-- Working data --

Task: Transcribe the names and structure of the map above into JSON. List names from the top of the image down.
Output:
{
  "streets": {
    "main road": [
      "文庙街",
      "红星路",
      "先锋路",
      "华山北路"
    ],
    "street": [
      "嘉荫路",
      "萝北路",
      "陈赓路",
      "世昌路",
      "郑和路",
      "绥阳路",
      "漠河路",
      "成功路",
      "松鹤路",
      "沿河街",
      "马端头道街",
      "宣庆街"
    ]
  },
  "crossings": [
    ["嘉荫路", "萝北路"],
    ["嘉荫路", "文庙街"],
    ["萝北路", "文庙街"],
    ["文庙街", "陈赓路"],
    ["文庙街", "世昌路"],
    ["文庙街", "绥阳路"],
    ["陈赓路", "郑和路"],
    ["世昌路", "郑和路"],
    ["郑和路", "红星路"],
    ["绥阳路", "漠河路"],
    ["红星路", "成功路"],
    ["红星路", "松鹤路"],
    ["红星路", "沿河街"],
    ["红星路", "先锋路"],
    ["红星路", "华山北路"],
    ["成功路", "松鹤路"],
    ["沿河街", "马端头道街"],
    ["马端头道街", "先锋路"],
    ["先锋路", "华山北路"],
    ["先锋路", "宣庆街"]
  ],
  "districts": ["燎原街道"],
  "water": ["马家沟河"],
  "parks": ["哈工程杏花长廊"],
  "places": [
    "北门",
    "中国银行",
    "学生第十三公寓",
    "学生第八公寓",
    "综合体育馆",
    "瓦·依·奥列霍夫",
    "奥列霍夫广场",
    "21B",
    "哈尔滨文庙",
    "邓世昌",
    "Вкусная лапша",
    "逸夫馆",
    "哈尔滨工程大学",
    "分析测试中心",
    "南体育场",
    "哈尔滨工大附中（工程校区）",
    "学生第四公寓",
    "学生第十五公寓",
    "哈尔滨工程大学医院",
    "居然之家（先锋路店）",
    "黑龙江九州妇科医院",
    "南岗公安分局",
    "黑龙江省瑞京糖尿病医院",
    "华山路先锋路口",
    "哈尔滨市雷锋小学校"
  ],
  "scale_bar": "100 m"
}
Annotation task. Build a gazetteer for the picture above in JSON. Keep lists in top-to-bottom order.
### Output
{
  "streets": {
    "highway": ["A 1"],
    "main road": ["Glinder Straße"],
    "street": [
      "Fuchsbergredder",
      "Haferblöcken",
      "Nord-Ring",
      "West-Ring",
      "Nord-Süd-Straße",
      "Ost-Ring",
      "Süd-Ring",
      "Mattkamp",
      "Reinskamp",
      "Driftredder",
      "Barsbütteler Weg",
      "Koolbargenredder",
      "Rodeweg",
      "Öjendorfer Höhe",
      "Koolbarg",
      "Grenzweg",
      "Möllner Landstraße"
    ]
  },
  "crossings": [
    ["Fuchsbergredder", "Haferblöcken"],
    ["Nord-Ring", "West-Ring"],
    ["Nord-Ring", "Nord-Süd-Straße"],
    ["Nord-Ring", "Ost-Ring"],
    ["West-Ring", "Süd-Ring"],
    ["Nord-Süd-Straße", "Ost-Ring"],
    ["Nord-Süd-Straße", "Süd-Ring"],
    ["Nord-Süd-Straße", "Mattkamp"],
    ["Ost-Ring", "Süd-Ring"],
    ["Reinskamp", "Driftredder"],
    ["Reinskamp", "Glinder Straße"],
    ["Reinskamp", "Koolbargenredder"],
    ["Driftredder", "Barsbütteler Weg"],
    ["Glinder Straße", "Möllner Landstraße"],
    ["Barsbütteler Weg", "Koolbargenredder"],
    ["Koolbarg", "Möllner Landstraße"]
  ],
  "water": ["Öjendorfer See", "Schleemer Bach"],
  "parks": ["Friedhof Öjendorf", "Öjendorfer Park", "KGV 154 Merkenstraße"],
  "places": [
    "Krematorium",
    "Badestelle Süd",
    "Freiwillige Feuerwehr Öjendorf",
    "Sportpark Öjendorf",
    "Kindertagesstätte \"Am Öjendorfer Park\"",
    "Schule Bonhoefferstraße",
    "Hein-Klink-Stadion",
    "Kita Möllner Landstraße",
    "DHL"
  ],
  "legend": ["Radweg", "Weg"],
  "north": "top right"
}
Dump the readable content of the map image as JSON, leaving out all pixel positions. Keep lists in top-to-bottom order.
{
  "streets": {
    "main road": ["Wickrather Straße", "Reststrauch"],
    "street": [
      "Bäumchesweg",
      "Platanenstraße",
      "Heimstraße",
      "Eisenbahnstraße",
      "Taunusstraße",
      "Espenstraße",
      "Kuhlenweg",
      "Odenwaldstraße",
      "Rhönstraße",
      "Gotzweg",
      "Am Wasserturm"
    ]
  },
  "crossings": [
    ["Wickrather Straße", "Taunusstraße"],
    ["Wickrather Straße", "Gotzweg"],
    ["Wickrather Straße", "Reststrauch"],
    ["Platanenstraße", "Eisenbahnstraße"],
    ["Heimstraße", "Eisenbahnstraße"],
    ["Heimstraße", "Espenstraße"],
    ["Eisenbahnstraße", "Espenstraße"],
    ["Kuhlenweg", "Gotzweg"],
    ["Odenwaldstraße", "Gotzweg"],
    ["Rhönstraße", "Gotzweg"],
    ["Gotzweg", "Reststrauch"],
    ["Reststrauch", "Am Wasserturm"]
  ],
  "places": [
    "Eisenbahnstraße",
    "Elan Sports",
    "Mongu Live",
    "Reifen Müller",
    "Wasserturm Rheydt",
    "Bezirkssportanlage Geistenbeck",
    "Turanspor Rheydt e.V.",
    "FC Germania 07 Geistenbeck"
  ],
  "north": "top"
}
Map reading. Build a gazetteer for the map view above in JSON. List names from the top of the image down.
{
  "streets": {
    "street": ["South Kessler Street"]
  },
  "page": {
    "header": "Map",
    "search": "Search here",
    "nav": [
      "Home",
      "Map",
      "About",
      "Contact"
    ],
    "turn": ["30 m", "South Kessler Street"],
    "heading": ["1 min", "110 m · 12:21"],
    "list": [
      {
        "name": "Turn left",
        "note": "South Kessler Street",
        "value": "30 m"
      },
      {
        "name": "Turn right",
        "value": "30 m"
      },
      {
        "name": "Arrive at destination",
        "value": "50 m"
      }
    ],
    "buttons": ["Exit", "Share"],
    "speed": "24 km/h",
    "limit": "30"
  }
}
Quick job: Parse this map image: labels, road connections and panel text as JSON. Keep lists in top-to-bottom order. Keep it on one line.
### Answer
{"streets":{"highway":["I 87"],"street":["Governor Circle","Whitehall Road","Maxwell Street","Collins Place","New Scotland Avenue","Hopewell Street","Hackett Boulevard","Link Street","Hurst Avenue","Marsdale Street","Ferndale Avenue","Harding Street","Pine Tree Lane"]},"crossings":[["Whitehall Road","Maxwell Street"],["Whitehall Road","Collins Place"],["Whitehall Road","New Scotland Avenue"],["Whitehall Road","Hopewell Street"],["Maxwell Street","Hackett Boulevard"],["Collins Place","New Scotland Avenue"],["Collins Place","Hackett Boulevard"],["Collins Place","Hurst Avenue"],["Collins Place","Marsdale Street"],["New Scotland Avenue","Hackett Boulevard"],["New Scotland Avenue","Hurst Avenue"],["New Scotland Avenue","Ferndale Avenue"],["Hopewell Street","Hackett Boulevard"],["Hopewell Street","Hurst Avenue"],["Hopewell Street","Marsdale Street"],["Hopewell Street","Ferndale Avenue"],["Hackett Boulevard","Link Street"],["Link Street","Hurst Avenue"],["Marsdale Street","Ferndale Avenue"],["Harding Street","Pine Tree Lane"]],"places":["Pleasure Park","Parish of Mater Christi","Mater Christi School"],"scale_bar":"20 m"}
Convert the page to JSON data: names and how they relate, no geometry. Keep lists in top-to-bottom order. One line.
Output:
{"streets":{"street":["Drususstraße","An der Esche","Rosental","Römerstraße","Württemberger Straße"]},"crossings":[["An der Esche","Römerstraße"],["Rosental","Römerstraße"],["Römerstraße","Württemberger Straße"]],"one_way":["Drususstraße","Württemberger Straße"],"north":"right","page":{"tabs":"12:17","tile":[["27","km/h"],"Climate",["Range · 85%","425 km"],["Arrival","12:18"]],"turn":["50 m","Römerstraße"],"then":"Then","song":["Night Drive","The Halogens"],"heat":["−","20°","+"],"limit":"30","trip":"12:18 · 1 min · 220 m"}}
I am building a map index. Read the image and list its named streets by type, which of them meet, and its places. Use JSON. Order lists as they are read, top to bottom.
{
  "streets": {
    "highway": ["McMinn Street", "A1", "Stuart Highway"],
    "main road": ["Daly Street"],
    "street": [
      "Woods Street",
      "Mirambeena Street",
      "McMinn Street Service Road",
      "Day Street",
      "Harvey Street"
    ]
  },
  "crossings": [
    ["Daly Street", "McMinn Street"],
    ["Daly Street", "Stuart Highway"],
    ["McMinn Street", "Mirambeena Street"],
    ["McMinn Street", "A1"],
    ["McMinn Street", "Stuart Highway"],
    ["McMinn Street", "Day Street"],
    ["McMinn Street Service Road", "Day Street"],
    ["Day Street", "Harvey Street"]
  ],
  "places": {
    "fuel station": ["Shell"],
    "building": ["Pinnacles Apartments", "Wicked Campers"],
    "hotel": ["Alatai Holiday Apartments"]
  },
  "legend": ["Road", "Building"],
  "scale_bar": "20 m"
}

-- To do --
Among the lines of the data, find every one that holds "Gotzweg" and copy it.

-- Problem solution --
      "Gotzweg",
    ["Wickrather Straße", "Gotzweg"],
    ["Kuhlenweg", "Gotzweg"],
    ["Odenwaldstraße", "Gotzweg"],
    ["Rhönstraße", "Gotzweg"],
    ["Gotzweg", "Reststrauch"],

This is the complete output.